Thursday, April 12, 2018 at 9:31 AM
Tues, Apr 17 Exploring our Catholic Faith "Allowing God to Transform our Pain" 6:30 in the church. Thurs Apr 19, 6 pm Frank Kelly returns with witness talk and healing service. Bring your friends!

1/28/18 Fourth Sunday in Ordinary Time - Fr. Reggie

Already in the first chapter of St Mark's Gospel we are witnessing a dramatic encounter between Christ and the devil. The devil makes his appearance through one of his slaves, a demon who has taken possession of a child of God. When Jesus, the Savior of sinners and conqueror of evil, approaches this possessed man, the demon cries out in panic and desperation. Jesus silences the demonic and frees the possessed man.

The devil is not a fashionable topic for those of us who live in the post-modern world. Yet, the story of Christ's life and ministry simply cannot be told without referring to the devil. The Apostle John, in his First Letter (4:8), actually sums up Jesus' mission with the following words: "The reason the Son of God appeared was to destroy the works of the devil." The Gospel writers carefully distinguish between cases of mere physical sickness and cases of a demonic character (both of which Jesus cures). Jesus frequently refers to the devil in his parables and other teachings, and the devil himself tempts Jesus in the desert and returns again later to engineer Judas' betrayal (cf. John 13:2).

This Gospel theme teaches us an undeniable, if uncomfortable lesson: the devil is real, and he is interested in sabotaging the work of grace.  The devil is a fallen angel, an angel who was created good by God but then rebelled against God and took many of his fellow angels with him in that rebellion. And now they try to convince us, human beings, to rebel against God too. This basic spiritual truth is a huge comfort. It helps us make sense of all the unpleasant influences at work in and around us - we are not crazy; we are not failures; we are simply engaged in a spiritual battle.

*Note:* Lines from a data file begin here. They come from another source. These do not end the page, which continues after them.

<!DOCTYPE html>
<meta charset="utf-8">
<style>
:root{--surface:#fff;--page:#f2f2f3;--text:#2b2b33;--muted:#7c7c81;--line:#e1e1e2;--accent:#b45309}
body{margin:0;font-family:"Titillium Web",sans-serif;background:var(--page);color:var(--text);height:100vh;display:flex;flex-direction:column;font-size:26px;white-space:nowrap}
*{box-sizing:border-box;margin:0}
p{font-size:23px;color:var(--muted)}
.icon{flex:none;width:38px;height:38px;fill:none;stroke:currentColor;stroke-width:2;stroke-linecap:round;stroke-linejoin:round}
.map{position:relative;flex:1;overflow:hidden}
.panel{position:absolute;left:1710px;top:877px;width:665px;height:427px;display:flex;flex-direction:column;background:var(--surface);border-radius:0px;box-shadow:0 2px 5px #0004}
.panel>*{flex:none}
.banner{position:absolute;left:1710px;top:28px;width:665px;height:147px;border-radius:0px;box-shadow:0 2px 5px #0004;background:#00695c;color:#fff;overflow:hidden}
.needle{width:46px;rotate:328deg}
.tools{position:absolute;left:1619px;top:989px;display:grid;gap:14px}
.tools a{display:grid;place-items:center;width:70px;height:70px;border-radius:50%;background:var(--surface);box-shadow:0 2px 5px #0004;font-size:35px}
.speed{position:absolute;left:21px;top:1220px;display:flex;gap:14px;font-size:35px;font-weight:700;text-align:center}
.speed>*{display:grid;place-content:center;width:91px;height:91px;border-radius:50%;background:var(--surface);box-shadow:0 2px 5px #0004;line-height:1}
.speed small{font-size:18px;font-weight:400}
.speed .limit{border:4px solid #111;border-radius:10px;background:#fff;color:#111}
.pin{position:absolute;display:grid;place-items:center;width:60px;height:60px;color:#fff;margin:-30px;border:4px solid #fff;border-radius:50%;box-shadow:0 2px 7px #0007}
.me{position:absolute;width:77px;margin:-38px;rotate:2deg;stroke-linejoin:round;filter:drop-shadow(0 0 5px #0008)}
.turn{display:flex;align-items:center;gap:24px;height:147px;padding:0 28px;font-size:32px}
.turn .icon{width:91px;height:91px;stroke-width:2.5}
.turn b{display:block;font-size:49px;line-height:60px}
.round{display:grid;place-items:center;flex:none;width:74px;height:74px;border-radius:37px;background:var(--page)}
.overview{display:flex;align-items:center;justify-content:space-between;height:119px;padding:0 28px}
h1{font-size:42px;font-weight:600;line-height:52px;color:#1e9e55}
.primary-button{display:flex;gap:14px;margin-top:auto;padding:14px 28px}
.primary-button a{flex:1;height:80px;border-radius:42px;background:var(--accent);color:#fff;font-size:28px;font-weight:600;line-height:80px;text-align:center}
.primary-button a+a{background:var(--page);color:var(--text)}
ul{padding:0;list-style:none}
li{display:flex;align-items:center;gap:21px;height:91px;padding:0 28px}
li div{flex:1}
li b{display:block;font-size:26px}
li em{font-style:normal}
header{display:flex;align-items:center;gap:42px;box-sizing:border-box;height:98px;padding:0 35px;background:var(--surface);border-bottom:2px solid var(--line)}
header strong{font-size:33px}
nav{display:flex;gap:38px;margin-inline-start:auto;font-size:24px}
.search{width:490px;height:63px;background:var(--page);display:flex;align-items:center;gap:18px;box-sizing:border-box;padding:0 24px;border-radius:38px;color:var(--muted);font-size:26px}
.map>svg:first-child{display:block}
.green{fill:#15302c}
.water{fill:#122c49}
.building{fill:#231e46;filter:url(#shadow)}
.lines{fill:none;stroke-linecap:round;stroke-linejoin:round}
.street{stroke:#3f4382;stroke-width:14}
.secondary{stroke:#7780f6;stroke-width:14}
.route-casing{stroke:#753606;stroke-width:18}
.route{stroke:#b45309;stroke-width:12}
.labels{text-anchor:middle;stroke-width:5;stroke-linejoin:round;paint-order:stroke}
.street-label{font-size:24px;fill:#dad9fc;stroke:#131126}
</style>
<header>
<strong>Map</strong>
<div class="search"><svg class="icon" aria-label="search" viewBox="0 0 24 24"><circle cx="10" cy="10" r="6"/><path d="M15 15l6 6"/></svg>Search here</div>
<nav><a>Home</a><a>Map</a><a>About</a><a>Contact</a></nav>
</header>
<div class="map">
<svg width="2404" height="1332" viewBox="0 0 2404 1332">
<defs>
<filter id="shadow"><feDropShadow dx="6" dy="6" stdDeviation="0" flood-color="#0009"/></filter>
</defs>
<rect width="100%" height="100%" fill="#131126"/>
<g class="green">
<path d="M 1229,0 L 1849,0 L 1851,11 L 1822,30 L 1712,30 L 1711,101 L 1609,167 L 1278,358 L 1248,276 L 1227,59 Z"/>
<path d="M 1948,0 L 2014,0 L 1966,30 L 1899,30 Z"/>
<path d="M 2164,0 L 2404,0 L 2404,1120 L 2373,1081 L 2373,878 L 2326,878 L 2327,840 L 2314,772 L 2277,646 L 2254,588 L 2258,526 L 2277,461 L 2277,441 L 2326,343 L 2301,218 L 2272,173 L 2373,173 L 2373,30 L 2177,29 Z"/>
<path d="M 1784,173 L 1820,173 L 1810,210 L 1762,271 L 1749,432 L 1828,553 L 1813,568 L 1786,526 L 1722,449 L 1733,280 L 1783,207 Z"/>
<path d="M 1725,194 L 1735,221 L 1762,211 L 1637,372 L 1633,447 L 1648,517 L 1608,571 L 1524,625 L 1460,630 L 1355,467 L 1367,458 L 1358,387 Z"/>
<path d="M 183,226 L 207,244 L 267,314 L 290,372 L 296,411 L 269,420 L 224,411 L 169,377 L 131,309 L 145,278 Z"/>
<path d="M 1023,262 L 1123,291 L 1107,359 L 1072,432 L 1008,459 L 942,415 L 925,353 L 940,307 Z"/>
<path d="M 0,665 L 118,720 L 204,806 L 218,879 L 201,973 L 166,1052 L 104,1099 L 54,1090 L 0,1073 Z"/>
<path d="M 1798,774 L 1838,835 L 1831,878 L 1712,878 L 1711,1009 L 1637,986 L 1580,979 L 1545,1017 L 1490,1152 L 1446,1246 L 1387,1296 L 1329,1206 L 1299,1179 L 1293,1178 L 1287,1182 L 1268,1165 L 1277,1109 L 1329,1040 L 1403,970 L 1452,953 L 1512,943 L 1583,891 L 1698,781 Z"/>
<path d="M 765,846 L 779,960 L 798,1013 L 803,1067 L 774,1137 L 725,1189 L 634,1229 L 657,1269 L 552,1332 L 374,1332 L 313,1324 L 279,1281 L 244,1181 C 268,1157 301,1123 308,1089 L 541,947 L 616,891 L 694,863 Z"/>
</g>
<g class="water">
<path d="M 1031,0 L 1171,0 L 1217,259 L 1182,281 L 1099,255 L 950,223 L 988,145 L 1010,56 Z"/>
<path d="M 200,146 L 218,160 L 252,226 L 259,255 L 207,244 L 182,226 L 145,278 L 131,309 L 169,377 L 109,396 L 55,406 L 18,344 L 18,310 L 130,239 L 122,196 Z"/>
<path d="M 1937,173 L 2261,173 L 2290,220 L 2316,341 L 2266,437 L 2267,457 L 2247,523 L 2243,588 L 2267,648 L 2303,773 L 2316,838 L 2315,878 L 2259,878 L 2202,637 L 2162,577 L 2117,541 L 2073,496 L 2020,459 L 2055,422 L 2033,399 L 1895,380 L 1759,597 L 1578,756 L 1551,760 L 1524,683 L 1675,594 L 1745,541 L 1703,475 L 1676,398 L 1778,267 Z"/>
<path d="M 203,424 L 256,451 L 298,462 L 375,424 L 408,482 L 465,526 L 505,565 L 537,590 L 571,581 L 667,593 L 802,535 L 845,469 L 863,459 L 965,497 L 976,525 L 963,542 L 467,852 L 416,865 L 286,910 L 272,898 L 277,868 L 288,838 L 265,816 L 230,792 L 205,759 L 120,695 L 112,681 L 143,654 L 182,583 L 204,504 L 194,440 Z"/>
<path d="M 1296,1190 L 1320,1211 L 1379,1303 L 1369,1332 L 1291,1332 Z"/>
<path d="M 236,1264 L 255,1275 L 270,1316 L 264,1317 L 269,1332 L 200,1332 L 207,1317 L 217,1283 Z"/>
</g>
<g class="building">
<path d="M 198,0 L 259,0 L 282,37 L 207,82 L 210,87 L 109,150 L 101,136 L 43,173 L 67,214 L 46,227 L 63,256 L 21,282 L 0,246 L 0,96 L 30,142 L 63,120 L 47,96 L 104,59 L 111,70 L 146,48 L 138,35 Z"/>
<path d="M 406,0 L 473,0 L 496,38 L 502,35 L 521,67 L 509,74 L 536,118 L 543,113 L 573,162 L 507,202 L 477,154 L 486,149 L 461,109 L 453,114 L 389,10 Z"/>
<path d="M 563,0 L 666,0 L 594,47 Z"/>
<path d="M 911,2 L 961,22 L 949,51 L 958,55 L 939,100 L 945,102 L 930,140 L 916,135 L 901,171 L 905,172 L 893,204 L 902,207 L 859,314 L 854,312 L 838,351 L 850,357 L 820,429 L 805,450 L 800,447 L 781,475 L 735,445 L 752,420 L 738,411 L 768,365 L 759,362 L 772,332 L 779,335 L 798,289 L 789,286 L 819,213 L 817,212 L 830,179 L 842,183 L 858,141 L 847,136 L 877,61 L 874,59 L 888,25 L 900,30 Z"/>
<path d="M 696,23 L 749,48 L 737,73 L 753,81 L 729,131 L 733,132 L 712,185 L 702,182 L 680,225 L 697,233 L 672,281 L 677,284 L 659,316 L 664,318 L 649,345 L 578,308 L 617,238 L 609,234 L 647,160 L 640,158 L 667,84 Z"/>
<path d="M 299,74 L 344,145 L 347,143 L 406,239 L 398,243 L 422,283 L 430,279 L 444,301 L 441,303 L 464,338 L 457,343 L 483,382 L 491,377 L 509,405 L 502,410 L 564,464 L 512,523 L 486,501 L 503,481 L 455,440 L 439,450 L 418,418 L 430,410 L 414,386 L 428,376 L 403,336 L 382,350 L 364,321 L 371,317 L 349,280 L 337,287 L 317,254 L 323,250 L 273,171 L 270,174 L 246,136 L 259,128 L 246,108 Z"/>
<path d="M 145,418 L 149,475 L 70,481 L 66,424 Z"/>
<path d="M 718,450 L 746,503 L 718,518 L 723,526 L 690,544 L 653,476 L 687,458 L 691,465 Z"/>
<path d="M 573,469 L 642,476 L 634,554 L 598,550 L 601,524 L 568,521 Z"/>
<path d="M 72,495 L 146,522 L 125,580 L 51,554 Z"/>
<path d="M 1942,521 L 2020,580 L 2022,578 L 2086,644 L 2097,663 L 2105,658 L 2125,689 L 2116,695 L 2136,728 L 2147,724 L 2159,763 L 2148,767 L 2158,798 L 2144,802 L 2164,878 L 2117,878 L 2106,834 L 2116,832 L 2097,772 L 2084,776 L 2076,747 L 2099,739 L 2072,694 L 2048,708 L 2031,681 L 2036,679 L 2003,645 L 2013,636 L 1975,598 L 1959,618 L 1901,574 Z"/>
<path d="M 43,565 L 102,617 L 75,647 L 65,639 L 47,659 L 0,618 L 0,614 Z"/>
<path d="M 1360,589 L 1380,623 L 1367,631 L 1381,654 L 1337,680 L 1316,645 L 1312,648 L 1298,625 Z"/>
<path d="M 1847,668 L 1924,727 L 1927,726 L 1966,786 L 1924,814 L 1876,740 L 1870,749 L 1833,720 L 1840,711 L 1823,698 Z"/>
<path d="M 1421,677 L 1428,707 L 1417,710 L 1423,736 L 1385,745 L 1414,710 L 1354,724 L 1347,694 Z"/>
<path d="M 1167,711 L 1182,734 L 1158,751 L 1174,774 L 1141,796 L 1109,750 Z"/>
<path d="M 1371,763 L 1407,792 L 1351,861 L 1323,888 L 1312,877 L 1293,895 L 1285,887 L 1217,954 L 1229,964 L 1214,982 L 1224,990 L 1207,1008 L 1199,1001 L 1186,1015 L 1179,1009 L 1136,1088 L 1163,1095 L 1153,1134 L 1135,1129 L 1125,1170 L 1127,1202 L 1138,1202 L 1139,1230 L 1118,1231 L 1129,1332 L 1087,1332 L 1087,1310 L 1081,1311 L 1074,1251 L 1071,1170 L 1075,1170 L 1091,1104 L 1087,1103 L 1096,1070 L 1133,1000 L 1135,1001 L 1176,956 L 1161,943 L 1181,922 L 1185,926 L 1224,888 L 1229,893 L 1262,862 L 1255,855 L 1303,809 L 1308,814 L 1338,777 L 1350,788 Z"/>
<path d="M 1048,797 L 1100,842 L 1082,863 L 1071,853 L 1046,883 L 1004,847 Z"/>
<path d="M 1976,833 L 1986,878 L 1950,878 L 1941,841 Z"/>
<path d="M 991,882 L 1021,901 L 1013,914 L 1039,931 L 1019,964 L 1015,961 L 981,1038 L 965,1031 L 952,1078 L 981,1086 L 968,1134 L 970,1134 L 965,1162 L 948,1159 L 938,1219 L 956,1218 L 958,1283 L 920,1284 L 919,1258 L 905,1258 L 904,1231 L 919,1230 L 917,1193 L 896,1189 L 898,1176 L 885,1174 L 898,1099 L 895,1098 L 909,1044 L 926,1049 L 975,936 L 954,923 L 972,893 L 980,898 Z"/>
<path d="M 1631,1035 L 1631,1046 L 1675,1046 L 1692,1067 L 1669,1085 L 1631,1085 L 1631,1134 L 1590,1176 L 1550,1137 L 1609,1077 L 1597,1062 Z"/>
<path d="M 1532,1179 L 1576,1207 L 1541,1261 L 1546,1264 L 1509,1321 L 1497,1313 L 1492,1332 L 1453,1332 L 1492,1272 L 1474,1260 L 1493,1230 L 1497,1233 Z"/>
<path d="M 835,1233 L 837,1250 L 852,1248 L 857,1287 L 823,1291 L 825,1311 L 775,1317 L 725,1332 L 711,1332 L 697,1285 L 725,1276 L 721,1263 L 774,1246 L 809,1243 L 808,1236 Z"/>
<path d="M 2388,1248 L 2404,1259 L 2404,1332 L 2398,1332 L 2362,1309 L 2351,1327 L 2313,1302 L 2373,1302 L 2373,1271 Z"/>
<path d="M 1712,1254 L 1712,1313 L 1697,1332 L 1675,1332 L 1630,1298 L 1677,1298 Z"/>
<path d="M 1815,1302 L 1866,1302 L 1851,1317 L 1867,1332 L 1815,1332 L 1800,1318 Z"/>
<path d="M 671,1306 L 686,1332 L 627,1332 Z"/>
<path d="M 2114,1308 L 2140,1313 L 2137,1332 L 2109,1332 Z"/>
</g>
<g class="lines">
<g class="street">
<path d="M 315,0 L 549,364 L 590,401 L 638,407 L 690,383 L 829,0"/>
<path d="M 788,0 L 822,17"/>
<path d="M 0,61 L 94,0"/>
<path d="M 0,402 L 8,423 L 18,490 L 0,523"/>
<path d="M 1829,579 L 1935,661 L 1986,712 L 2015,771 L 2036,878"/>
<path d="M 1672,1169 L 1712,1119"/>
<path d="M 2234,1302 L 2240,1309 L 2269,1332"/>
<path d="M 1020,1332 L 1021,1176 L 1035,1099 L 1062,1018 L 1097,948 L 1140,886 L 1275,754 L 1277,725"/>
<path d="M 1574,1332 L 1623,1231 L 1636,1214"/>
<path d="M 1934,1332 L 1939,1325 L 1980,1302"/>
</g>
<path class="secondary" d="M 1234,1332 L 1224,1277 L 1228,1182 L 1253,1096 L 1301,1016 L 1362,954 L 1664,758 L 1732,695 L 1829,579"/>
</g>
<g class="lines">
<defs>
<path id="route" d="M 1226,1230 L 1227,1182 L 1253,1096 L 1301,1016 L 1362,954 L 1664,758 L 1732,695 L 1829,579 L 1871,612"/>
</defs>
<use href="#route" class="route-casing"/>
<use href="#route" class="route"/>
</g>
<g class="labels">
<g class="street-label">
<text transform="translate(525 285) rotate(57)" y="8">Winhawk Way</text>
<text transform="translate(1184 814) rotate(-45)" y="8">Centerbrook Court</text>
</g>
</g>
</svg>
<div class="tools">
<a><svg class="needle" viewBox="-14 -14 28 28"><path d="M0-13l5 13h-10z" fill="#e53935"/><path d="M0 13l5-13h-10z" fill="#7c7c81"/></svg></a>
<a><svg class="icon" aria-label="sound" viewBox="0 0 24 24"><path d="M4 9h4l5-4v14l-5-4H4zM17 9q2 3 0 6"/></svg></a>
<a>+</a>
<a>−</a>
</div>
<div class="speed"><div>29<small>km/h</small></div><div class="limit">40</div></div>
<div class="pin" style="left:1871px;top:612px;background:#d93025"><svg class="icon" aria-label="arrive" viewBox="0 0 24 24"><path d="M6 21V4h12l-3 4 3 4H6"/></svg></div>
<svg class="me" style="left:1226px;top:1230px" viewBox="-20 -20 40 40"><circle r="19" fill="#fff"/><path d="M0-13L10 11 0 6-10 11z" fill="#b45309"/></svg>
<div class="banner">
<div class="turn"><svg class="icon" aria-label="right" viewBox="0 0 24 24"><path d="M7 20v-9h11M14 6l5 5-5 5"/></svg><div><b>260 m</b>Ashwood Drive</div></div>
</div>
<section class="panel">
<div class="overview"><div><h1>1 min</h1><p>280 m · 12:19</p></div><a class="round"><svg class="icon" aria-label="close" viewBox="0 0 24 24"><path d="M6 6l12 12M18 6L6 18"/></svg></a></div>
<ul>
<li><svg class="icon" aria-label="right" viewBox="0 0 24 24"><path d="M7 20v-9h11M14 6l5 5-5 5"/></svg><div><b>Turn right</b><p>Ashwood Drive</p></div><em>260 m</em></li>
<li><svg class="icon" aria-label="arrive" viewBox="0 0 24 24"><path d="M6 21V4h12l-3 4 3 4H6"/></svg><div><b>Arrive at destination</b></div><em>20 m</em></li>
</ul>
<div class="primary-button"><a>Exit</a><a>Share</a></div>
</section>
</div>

A stranger stood before the Cathedral of Notre Dame in Paris, admiring its uplifting architecture and its beautiful statuary.  A Parisian approached with this odd question: "Do you notice anything amusing up there?" "Why no," answered the tourist, "it is inspiring." "Look closely at those figures," directed the newcomer, pointing to a group that represented a soul being weighed in the scales of justice. "Notice the angel standing on one side and Satan on the other. The devil gives the appearance of wanting fair play and honest justice, doesn't he?" "Yes," admitted the traveler, "but I don't see anything funny about that." "Take a closer look," suggested the Parisian. "Look under the scales." Sure enough, under the scale on the side of Satan was a little demon pulling the scale down.

That's how the devil works. If we decide to give up a certain vice or evil habit, or if we decide to follow Christ more closely, Satan seems to step aside and admit his defeat. But it's only a façade. In reality, he begins to work secretly from another angle. This is why it is so important for us to always stay on our guard, spiritually speaking. Temptations can come to us at any time, even right after a spiritual victory, since the battle is always going on.

As St Peter puts it in his First New Testament Letter (1 Peter 5:8): "Be sober and vigilant. Your opponent the devil is prowling around like a roaring lion looking for (someone) to devour."

There is a spiritual battle going on beneath and above the surface of human history, and of our personal history. We cannot avoid being involved in this battle as long as we are here on earth - the devil is just too interested in making our lives miserable, now and forever, by separating us from God. But Jesus was able to expel the demon from this possessed man easily and definitively. And he is also able to give us strength to overcome the temptations that plague us.

Three things especially can help this strength flow more freely in our lives.

First, stay close to Christ. It was because this man was close to Christ that Jesus was able to expel the demon. The same goes for us if we stay close to Christ, especially through regular prayer and the Eucharist.

Second, stay close to the truth. The devil's main weapon is deception. He manipulates our selfish tendencies by spreading lies and half-truths. This is one reason he fights to keep us out of the confessional. Confession is the gift of truth: we face the truth about ourselves by confessing our sins, failures, and weaknesses, and God, through the priest, reminds us of his truth: mercy, forgiveness, unconditional grace. The devil loves the darkness; confession unleashes the light.

Third, stay close to others in need. The devil is the lord of selfishness, and Christ is the Lord of love. When we resist our selfishness by serving others, whatever their need may be, we weaken the devil's influence in our lives. Every Christian is a spiritual warrior

Today, as Jesus renews his commitment to us in this Mass, let's renew our commitment to him.

Let's promise him that this week we will do something specific to help us stay close to Christ, close to the truth, and close to others in need.